In April 2024, a paper proposed to use blockchain (distributed ledger technology) to promote "transparency, verifiability, and decentralization in AI development and usage". [128]
Instances of users abusing software to generate controversial statements in the vocal style of celebrities, public officials, and other famous individuals have raised ethical concerns over voice generation AI. [129] [130] [131] [132] [133] [134] In response, companies such as ElevenLabs have stated that they would work on mitigating potential abuse through safeguards and identity verification. [135]
Concerns and fandom have spawned from AI-generated music. The same software used to clone voices has been used on famous musicians' voices to create songs that mimic their voices, gaining both tremendous popularity and criticism. [136] [137] [138] Similar techniques have also been used to create improved quality or full-length versions of songs that have been leaked or have yet to be released. [139]
Generative AI has also been used to create new digital artist personalities, with some of these receiving enough attention to receive record deals at major labels. [140] The developers of these virtual artists have also faced their fair share of criticism for their personified programs, including backlash for "dehumanizing" an artform, and also creating artists which create unrealistic or immoral appeals to their audiences. [141]
Generative AI's ability to create realistic fake content has been exploited in numerous types of cybercrime, including phishing scams. [142] Deepfake video and audio have been used to create disinformation and fraud. Former Google fraud czar Shuman Ghosemajumder has predicted that while deepfake videos initially created a stir in the media, they would soon become commonplace, and as a result, more dangerous. [143] Additionally, large-language models and other forms of text-generation AI have been at a broad scale to create fake reviews on e-commerce websites to boost ratings. [144] Cybercriminals have created large language models focused on fraud, including WormGPT and FraudGPT. [145]

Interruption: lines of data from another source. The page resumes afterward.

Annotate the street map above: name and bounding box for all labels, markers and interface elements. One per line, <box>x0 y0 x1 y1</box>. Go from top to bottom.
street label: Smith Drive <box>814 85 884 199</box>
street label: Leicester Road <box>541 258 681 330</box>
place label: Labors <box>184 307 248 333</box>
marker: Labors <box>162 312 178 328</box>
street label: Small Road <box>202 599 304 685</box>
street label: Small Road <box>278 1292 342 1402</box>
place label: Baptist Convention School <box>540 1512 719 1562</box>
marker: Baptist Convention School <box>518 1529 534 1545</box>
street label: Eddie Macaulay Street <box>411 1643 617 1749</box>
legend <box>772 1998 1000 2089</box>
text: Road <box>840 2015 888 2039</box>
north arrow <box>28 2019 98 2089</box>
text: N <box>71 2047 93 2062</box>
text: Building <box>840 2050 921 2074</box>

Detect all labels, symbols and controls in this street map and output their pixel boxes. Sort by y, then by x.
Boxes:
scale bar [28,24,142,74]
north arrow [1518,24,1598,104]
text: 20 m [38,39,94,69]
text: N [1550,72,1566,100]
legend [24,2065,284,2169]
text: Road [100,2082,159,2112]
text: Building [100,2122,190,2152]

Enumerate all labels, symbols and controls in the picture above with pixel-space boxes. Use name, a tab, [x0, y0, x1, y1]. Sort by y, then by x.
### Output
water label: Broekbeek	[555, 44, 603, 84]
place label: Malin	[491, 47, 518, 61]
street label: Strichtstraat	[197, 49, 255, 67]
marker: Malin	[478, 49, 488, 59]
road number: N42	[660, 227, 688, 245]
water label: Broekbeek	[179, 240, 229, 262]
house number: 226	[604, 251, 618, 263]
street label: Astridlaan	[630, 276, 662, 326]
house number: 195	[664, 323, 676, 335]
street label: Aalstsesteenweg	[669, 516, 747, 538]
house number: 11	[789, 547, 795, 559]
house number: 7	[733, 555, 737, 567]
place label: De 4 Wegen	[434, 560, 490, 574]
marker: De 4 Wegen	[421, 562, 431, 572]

Recent research done in 2023 has revealed that generative AI has weaknesses that can be manipulated by criminals to extract harmful information bypassing ethical safeguards. The study presents example attacks done on ChatGPT including Jailbreaks and reverse psychology. Additionally, malicious individuals can use ChatGPT for social engineering attacks and phishing attacks, revealing the harmful side of these technologies. [146]
Training frontier AI models requires an enormous amount of computing power. Usually only Big Tech companies have the financial resources to make such investments. Smaller start-ups such as Cohere and OpenAI end up buying access to data centers from Google and Microsoft respectively. [147]
Scientists and journalists have expressed concerns about the environmental impact that the development and deployment of generative models are having: high CO2 emissions, [148] [149] [150] large amounts of freshwater used for data centers, [151] [152] and high amounts of electricity usage. [153] [149] [154] There is also concern that these impacts may increase as these models are incorporated into widely used search engines such as Google Search and Bing; [153] as chatbots and other applications become more popular; [153] [152] and as models need to be retrained. [153]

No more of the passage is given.